5. Analysis and Discussion
5.1. Procedure of ERS Analysis
In field data analysing, the ERS involves a combination of two methods. Therefore, this method consists of two main phases in the data analysis. The first phase is determining the shear wave velocity profile using SASW; the second phase involves determining the asphalt layer thickness. Surface wave analysis is done in advance to produce a graph of shear wave velocity versus depth so that a more accurate measurement of the asphalt layer thickness can be acquired from body wave analysis. Figure 4 shows details of the procedures involved.
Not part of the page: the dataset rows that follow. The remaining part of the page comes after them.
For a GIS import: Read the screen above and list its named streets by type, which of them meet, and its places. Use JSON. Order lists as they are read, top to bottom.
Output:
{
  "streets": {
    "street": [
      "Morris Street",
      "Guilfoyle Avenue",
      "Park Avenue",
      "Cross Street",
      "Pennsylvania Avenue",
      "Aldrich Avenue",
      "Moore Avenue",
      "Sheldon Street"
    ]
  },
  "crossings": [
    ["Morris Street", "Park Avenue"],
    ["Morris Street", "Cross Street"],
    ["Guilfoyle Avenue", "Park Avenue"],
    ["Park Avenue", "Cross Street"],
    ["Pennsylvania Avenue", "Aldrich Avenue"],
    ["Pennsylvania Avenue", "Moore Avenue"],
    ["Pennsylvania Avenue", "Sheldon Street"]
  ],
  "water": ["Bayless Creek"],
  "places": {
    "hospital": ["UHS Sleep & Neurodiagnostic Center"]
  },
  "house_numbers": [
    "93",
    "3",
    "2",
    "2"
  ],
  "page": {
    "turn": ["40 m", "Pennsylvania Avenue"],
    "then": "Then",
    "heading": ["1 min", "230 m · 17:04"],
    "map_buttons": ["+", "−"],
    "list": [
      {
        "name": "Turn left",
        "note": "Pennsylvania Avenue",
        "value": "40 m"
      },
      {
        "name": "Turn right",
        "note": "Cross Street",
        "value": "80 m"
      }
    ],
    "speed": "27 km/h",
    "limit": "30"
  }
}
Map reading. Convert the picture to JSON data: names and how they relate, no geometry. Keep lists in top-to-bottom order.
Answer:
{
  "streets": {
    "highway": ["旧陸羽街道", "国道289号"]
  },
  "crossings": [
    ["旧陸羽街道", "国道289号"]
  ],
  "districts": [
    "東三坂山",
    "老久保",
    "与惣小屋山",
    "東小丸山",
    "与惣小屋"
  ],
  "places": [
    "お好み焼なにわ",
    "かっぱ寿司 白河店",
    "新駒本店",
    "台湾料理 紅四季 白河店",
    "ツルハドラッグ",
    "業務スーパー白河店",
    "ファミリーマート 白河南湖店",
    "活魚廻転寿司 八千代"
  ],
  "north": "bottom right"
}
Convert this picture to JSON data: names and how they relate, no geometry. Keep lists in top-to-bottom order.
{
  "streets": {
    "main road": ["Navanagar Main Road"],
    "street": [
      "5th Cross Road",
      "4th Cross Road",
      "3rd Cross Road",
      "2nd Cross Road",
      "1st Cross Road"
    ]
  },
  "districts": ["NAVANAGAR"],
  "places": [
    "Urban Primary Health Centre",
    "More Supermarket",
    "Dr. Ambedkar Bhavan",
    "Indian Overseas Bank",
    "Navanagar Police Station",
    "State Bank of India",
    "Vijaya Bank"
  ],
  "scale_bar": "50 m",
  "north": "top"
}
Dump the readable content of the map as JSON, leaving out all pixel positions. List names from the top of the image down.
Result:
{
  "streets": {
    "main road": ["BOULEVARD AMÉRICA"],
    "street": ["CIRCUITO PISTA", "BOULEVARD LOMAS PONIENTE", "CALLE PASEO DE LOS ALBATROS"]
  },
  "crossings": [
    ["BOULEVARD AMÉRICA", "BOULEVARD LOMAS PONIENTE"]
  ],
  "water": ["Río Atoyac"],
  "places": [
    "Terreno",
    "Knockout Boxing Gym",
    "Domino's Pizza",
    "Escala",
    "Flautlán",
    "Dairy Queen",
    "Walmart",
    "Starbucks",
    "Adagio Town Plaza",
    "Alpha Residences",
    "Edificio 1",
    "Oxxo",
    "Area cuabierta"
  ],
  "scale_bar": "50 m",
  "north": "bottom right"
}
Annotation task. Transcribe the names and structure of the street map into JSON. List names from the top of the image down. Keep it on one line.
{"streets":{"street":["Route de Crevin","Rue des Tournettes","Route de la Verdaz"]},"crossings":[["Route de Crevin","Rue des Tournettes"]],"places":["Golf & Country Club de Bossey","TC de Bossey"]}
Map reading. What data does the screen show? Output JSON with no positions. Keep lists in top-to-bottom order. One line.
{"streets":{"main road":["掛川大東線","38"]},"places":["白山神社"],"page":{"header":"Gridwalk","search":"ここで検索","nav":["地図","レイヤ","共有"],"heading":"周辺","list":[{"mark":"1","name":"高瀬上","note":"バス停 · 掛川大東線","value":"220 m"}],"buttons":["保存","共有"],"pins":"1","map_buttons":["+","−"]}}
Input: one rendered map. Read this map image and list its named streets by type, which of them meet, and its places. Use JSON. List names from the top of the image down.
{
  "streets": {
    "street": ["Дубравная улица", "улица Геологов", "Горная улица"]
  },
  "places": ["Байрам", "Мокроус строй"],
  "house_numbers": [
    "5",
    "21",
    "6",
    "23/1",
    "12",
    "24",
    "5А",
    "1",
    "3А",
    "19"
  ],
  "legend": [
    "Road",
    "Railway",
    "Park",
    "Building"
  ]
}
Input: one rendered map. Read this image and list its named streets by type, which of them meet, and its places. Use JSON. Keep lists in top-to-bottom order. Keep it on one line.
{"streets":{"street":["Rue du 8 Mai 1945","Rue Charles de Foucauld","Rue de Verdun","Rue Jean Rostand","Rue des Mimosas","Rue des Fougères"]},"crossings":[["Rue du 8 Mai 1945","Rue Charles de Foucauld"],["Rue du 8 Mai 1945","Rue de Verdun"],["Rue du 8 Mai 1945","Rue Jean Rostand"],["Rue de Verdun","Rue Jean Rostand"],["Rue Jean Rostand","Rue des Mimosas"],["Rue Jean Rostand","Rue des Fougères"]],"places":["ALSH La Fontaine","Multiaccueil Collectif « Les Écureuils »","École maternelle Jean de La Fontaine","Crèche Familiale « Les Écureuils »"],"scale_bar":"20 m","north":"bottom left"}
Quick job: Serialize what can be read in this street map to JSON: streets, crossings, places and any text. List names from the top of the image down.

5.2. Seismic Data Acquisition
There are four main steps involved in seismic data acquisition. The first is the placement of the accelerometer and impulse generator to produce waves. The second step is to set up the PiScanner Analyser to perform the measurement. The third and fourth steps are to measure the resonant body wave and the surface wave. The ERS measurement begins with two accelerometers placed on the pavement surface. These accelerometers should be touching the pavement surface without any holes to ensure that the data obtained are satisfactory. The hammer is then used to create a transient effect on the pavement at two positions, namely, 300 mm and 75 mm from the first accelerometer. The second step is to determine the settings for the PiScanner Analyser. The third step involves collecting body wave resonance signal data with the hammer set at 75 mm from the first accelerometer. Ten hammer blows are applied and the average of the resulting signal is recorded, as shown in Figure 5(a). The final step involved in seismic data acquisition is recording the surface wave. With a distance between the impact source and first receiver set at 300 mm, ten hammer blows are applied and the average of the resulting signal is recorded, as shown in Figure 5(b).
5.3. Data Analysis
Data obtained from the field was analysed using automated algorithm analysis methods. The analysis was divided into two stages: the first stage is the velocity search phase and the second stage involves the resonant frequency search to determine the thickness of the asphalt surface layer. In the phase velocity search, the analysis begins with the production of the Gabor spectrum (Figure 6) of the impulse response. This consists of a group of resulting waves and the frequency of the wave group is used in filtering the pulse response (IR filtering, IRF) to produce a phase spectrum. The Gabor spectrum is the spectrum that displays the concentration of energy that can be produced from the propagation of the wave groups and is used to separate clearly the frequency range of the wave groups propagated at high and low modes. Thus, the arrival of the wave group on the pavement layers and the frequency components belonging to the group of the wave can be determined.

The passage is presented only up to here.